The festival will kick off with the screening of Ziad Kalthoum’s Taste of Cement (2017), an intimate look at the life of Syrian construction workers exiled in Lebanon. The last film in the lineup, The Man Who Sold His Skin, by the Tunisian director Kaouther Ben Hania, was nominated for the best international feature at the 2021 Oscars, and is a clever portrayal of the seemingly disparate worlds of elitist art circles and refugees in Europe. 

Along with the screenings, there will also be the opportunity to hear directly from the makers of these films in a Q&A session. Three of the film directors, Ziad Kalthoum, Amr Gamal, Ameen Nayfeh, as well as Studio Art Professor Sheilah ReStack will lead the discussion following the screening of each film.

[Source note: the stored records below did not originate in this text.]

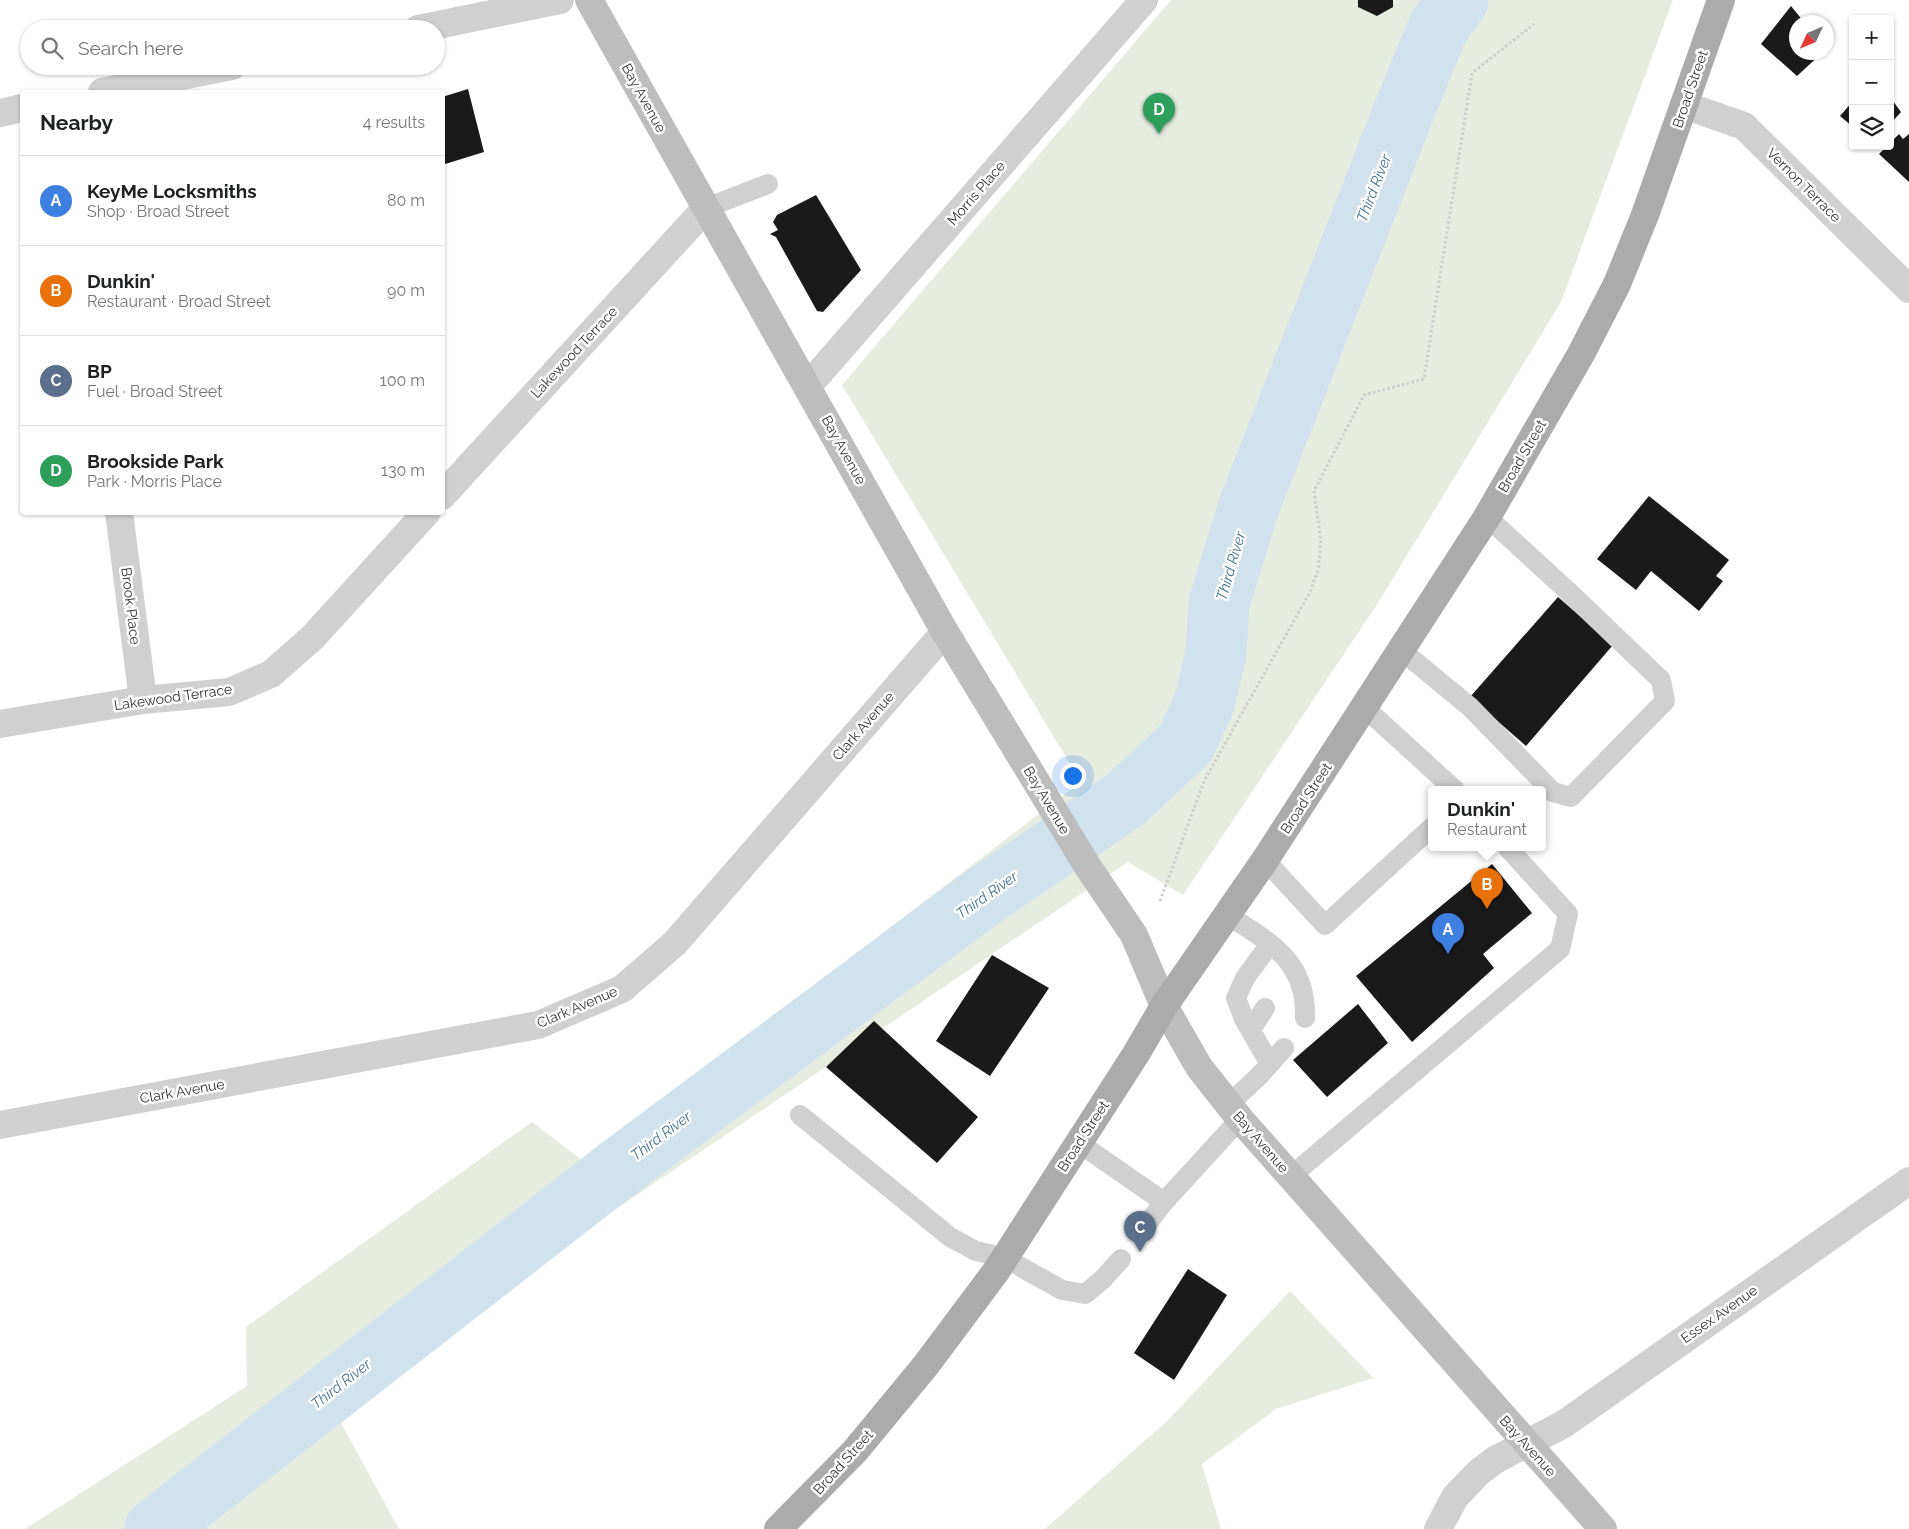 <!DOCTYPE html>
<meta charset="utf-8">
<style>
body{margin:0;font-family:Raleway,sans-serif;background:#f6f6f6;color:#202124}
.controls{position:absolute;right:15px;top:15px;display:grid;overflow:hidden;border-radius:5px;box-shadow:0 1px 4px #0004}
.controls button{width:45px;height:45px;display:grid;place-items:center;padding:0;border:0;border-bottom:1px solid #e0e0e0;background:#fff;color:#202124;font:25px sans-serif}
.compass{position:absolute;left:1789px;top:15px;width:45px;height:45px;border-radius:50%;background:#fff;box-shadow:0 1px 4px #0004;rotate:226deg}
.you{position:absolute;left:1072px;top:775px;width:18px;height:18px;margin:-12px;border:4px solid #fff;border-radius:50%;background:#1a73e8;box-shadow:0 0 0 8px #1a73e833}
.badge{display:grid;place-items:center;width:32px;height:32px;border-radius:50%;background:#e63946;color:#fff;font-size:16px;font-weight:700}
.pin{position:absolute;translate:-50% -41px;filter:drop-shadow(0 1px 2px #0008)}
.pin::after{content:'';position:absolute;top:26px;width:18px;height:15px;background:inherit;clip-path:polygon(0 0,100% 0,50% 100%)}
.popup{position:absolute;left:1428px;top:786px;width:118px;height:65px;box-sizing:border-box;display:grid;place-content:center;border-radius:5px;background:#fff;filter:drop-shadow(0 1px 4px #0005);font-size:16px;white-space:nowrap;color:#757577}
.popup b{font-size:19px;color:#202124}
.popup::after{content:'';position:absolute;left:50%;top:100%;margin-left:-10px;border:10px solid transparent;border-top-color:#fff}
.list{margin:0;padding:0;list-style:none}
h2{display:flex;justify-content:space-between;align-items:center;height:65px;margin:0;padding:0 20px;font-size:21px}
h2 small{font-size:16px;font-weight:400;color:#757577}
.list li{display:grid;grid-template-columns:32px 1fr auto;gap:15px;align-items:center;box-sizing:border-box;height:90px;padding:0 20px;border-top:1px solid #e0e0e0}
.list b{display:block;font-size:19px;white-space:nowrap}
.list p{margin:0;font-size:16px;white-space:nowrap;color:#757577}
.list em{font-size:16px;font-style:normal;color:#757577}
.icon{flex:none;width:28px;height:28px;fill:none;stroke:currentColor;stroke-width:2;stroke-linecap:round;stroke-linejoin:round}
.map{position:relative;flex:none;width:1909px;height:1529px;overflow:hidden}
.search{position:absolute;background:#fff;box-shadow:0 1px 4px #0004;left:20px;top:20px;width:425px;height:55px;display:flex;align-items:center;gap:12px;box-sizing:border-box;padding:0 18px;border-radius:28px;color:#757577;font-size:19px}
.panel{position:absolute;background:#fff;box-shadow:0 1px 4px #0004;left:20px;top:90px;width:425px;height:425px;border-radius:5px}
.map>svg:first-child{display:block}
.green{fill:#e6ecdf}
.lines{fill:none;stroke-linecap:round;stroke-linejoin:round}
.river{stroke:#cfe2ee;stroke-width:61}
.building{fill:#1a1a1a}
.path{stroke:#cdcdcd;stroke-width:3;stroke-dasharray:2.5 2.5;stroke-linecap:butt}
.lane{stroke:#d0d0d0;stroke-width:20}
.street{stroke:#d0d0d0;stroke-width:28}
.secondary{stroke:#bdbdbd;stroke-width:28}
.primary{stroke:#ababab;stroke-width:28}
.labels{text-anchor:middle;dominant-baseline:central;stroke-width:5;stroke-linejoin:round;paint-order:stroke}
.street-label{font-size:14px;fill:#333;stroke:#fff}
.water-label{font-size:15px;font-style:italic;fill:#3f7597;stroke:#fff}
</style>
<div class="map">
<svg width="1909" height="1529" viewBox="0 0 1909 1529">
<rect width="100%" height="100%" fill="#fff"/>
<path class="green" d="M1171,0h502l-112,302 -183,301 -195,292 -55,-33 -798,541 69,126h-374l222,-143 -1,-59 286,-205 51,39 498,-379 -239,-397z
M1290,1291l83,87 -97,31 -74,55 19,65h-176l122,-108z"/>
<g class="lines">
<path class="river" d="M155,1529l464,-361 357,-266 150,-103 59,-55 19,-40 12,-50 3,-51 30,-97 155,-395 34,-83 20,-28"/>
</g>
<path class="building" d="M1358,0h35v7l-16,9 -19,-9z
M1791,6l13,16h-8v30h27l-26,24 -36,-32z
M468,89l16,63 -42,13v-68z
M1890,97l11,15 -11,12z
M1853,101v26l-13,-11z
M1899,134l4,5 6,-5v48l-30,-28 8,-8h3v-3z
M816,195l45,75 -38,42 -6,-1 -41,-74 -6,-3 8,-4 -5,-8 4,-7z
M1649,496l80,64 -13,16 7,5 -24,30 -48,-40 -15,19 -39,-31z
M1558,597l55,48 -87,101 -56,-49z
M1492,864l40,49 -49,41 11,14 -82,74 -56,-66z
M992,955l57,33 -59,88 -54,-35z
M1358,1004l30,39 -61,54 -34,-37z
M874,1021l104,96 -41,46 -111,-96z
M1188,1269l39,26 -53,85 -40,-27z"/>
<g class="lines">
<path class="path" d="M1160,901l44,-120 106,-189 8,-22 3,-28 -7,-51 50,-96 60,-16 48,-306 62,-49"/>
<path class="lane" d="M706,208l62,-24
M1401,650l69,57 83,85 18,5 94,-96 -4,-21 -90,-86 -84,-77
M1365,708l90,82
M1265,860l60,65 107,-98
M1227,915c43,27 80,46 78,103
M1270,944l-25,34 -9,20 8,21 26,45
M1251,1030l14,-22
M1228,1105l31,-29 25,-28
M800,1115l150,122 26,14 29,7 57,32 23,4 18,-15 18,-20
M1079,1143l85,59 76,-83
M1291,1176l269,-227 8,-35 -60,-66
M1147,1224l17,-22"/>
<path class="street" d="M418,29l142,-29
M102,92l130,-26
M1684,105l60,21 165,163
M0,113l22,-5
M808,386l336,-386
M442,496l264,-288
M119,512l24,188
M0,724l143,-24 86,-8 42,-18 41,-36 115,-126
M0,1125l538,-100 84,-36 53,-46 270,-311
M1438,1529l17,-32 24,-25 16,-12 69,-36 345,-243"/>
<path class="secondary" d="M589,0l356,632 143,235 46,68 30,71 35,61 41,52 363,410"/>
<path class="primary" d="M778,1529l77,-78 71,-86 71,-95 139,-216 28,-48 101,-146 222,-343 94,-163 36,-70 28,-69 76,-215"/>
</g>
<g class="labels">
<g class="street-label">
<text transform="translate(1690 89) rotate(-71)">Broad Street</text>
<text transform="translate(644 98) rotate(61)">Bay Avenue</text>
<text transform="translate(1804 185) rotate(45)">Vernon Terrace</text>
<text transform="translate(976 193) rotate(-49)">Morris Place</text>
<text transform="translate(574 352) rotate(-47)">Lakewood Terrace</text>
<text transform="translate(844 450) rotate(61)">Bay Avenue</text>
<text transform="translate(1522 456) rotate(-60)">Broad Street</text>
<text transform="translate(131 606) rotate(83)">Brook Place</text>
<text transform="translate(173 697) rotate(-8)">Lakewood Terrace</text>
<text transform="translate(863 726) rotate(-49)">Clark Avenue</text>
<text transform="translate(1306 798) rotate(-57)">Broad Street</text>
<text transform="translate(1047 800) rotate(59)">Bay Avenue</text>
<text transform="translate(577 1007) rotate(-23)">Clark Avenue</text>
<text transform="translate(182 1091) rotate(-10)">Clark Avenue</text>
<text transform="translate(1083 1136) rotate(-57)">Broad Street</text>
<text transform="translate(1261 1142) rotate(49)">Bay Avenue</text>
<text transform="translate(1719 1314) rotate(-35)">Essex Avenue</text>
<text transform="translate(1528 1446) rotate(48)">Bay Avenue</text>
<text transform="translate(843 1462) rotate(-48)">Broad Street</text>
</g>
<g class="water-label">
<text transform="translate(1374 188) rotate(-69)">Third River</text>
<text transform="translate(1231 566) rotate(-74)">Third River</text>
<text transform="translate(987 895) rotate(-35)">Third River</text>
<text transform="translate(661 1136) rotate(-37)">Third River</text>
<text transform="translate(341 1384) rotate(-38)">Third River</text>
</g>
</g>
</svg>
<div class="controls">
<button>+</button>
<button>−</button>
<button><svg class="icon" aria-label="layers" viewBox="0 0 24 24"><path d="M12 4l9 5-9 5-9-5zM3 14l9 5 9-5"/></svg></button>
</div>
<svg class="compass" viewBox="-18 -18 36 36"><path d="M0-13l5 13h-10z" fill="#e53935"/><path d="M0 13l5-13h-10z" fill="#757577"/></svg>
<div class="you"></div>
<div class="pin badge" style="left:1448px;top:954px;background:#3f7fe0">A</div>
<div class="pin badge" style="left:1487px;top:909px;background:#e8710a">B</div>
<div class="popup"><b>Dunkin'</b>Restaurant</div>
<div class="pin badge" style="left:1140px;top:1252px;background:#5c6f8a">C</div>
<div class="pin badge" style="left:1159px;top:134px;background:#2e9e5b">D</div>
<div class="search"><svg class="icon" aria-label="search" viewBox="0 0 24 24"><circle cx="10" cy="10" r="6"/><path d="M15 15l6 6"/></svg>Search here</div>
<section class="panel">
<h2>Nearby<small>4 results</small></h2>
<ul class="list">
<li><span class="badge" style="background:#3f7fe0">A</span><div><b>KeyMe Locksmiths</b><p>Shop · Broad Street</p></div><em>80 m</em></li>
<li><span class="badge" style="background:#e8710a">B</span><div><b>Dunkin'</b><p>Restaurant · Broad Street</p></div><em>90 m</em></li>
<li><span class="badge" style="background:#5c6f8a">C</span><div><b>BP</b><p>Fuel · Broad Street</p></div><em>100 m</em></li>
<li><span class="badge" style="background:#2e9e5b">D</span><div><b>Brookside Park</b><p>Park · Morris Place</p></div><em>130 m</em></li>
</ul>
</section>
</div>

The screenings will take place every Thursday during the month of February at 6 p.m. in Herrick Hall followed by the Q&A session on zoom (access at https://tinyurl.com/3ttu7zt3 or vis zoom, ID: 939 1514 2887; passcode: 2437655).

The film festival is being organized by Dr. Isis Nusair, associate professor of Women and Gender Studies and International Studies. She is also founder of the Human Rights Film Festival organized by International Studies at Denison in 2006. Dr. Nusair hopes that the films will challenge “knowledge about the MENA region [that] is oftentimes misconstrued and filtered through Islamophobic, colonialist and Orientalist eyes. Engaging with these films will offer our students a first hand opportunity at thinking more critically about the region and its people.” 

Through films like 10 Days Before the Wedding, the first Yemeni-made film to open commercially about a couple who has to overcome many obstacles before their wedding, and 200 Metres, which looks into the everyday precarity that families face under Israeli occupation in Palestine, this year’s film festival offers a refreshing and timely look at some contemporary Middle Eastern cinema. 

Through their depiction of intimate human relations and the mundane everydayness of life, these movies disrupt normative narratives around the Middle East; however, they do not shy away from posing difficult and pressing questions about displacement, migration, and the human cost of war.